**Task item**
Go through the entries below and count the lines where the word "canvas" appears; give only the count.

**Data excerpts**
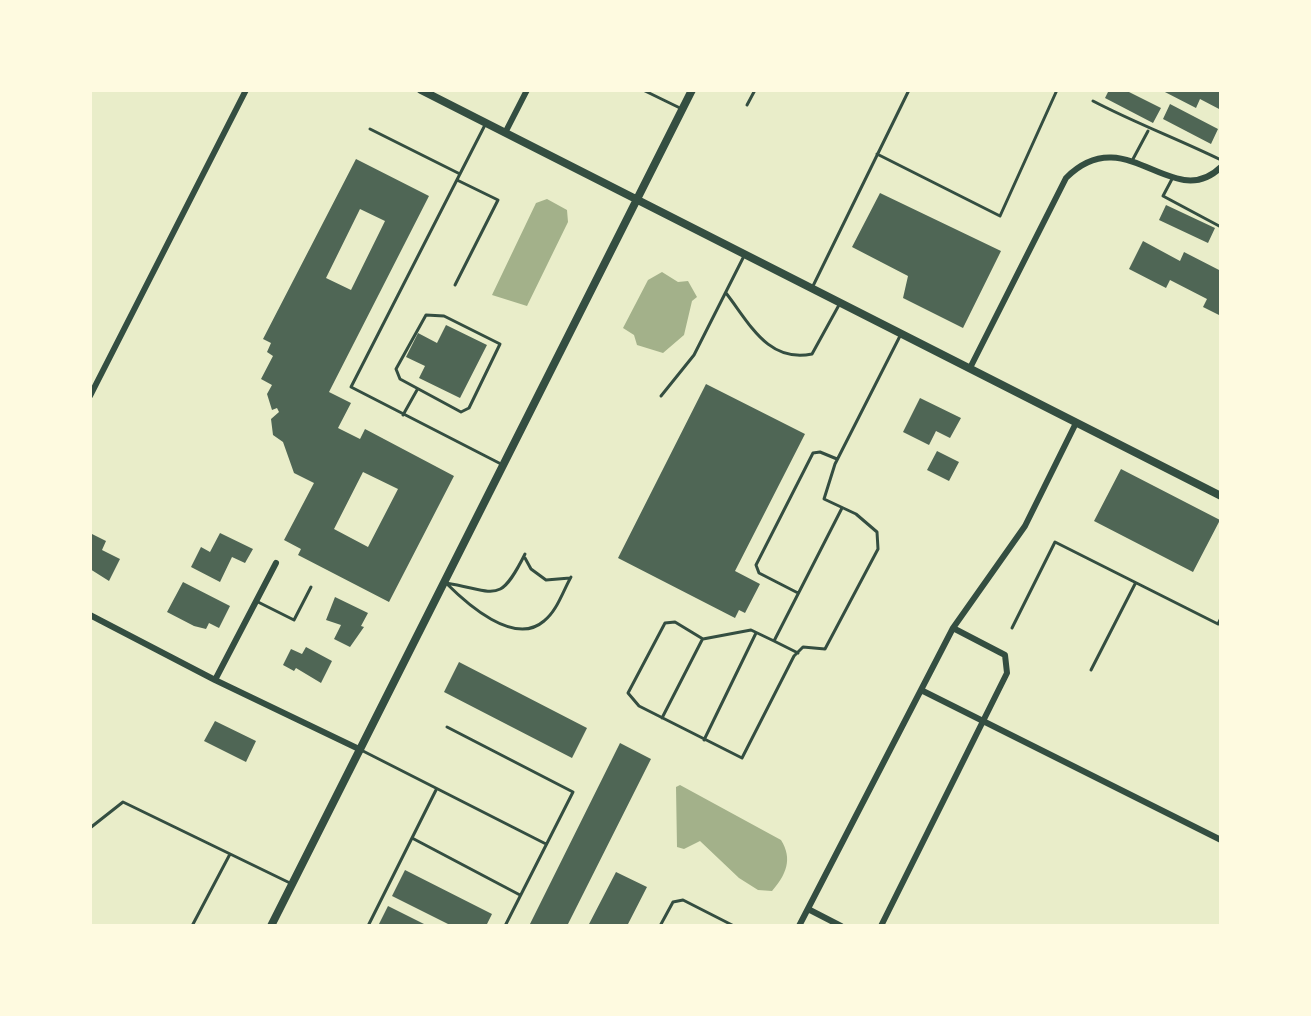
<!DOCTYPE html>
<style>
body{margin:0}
#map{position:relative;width:1311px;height:1016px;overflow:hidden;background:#e9edc9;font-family:"Fira Sans",sans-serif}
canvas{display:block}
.frame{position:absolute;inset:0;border:92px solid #fefae0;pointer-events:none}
</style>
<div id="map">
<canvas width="1311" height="1016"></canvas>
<div class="frame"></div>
</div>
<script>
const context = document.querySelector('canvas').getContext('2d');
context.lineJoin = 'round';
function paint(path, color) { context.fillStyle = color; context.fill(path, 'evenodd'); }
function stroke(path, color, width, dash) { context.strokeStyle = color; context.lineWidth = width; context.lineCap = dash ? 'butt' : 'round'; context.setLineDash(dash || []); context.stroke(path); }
paint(new Path2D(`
 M 547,199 L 567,210 L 568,222 L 527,306 L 492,295 L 536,203 Z
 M 662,272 L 678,282 L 688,281 L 697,297 L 692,301 L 684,335 L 663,353 L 637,345 L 634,335 L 623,328 L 648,280 Z
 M 680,785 L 781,840 C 793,859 786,875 772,891 L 758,890 L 739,878 L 700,841 L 684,849 L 677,847 L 676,787 Z`), '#a3b18a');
paint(new Path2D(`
 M 1109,90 L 1125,90 L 1161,108 L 1153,123 L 1105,98 Z
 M 1161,90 L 1221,90 L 1221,110 L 1200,99 L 1196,108 Z
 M 1170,104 L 1218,129 L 1211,144 L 1163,119 Z
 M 356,159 L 429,196 L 329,392 L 351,403 L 338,428 L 360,439 L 365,429 L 454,476 L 389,602 L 298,555 L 301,549 L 284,540 L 314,483 L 294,473 L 283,442 L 273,435 L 271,419 L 279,412 L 277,408 L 272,410 L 267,394 L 272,385 L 261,379 L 273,356 L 267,352 L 271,343 L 263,339 ZM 360,209 L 385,221 L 351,290 L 326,278 ZM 363,472 L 398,489 L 368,547 L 334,529 Z
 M 880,193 L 1001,251 L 963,328 L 903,298 L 908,276 L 852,247 Z
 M 1166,205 L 1215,228 L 1208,243 L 1159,220 Z
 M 1143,241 L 1180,261 L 1184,252 L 1221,271 L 1221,316 L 1203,307 L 1207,299 L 1170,280 L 1166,288 L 1129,269 Z
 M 446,325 L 487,345 L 460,398 L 419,378 L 425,366 L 406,357 L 418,333 L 437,343 Z
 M 706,384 L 805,434 L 735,571 L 760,584 L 745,613 L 739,610 L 735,618 L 618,558 Z
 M 920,398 L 961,418 L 950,438 L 936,431 L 929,445 L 903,432 Z
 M 937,451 L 959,462 L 949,481 L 927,470 Z
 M 1121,469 L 1220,520 L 1193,572 L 1094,521 Z
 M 90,533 L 106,541 L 102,550 L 120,559 L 109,581 L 90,569 Z
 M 220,533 L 253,549 L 245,563 L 232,557 L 220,582 L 191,567 L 201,547 L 210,552 Z
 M 183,582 L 230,606 L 219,628 L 209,623 L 206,629 L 194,626 L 167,612 Z
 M 335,597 L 368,613 L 361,626 L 364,627 L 350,647 L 334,639 L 341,625 L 326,620 Z
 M 306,647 L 332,661 L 321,683 L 296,668 L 294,671 L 283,665 L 291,649 L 302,654 Z
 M 459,662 L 587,728 L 572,758 L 444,692 Z
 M 215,721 L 256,741 L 246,762 L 204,741 Z
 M 620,743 L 651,759 L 567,926 L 529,926 Z
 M 405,870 L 492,914 L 486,926 L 452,926 L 392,896 Z
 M 616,872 L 647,887 L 627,926 L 588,926 Z
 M 388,906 L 428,926 L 378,926 Z`), '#4f6655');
stroke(new Path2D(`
 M 643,90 L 682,109
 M 1093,101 C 1135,123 1178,139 1221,160
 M 747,105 L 755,90
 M 486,123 L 351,387 L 501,464
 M 370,129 L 460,174
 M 877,154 L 1000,216 L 1057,90
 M 1133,159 L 1148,131
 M 1172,179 L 1163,196 L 1221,227
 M 455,285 L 498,200 L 457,180
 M 812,288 L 909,90
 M 726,293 C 750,324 768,363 812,354 L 839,305
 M 426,315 L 444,316 L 500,344 L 469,408 L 461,412 L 400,379 L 396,369 Z
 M 661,396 L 694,355 L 744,256
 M 403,415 L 417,390
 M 842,508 L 774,641 L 751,630 L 703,639 L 675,622 L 665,623 L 628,693 L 639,706 L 742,758 L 794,656 L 803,647 L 825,649 L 878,549 L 877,532 L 856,514 L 824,499 L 835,464 L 900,336
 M 525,554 C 499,606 496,591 446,583 C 466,603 514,647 544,621 C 557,611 563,591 571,577
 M 525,558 L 531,569 L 546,580 L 570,578
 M 798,593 L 759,573 L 756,565 L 813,453 L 820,452 L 837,459
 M 256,601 L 294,620 L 311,587
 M 1012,628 L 1055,542 L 1218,624 L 1221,618
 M 774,641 L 798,653
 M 1091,670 L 1135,584
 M 662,718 L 702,640
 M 447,727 L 573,792 L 505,926
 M 704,740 L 756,633
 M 361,750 L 546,844
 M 90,828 L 123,802 L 292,884
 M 412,838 L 520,895
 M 192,926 L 230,854
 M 368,926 L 436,790
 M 660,926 L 673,902 L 683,900 L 734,926`), '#344e41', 3);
stroke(new Path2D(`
 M 505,133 L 527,90
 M 970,368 L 1066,178 C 1126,118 1173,214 1221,167
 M 90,396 L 246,90
 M 90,615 L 215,680 L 361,750
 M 215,680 L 276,563
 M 921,690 L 1221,840
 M 808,909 L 841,926
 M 799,926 L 953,628 L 1025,526 L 1076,423
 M 881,926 L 1007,673 L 1005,655 L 953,628`), '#344e41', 6);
stroke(new Path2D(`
 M 421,90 L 1221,496
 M 271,926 L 692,90`), '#344e41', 8);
</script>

**Answer below**
3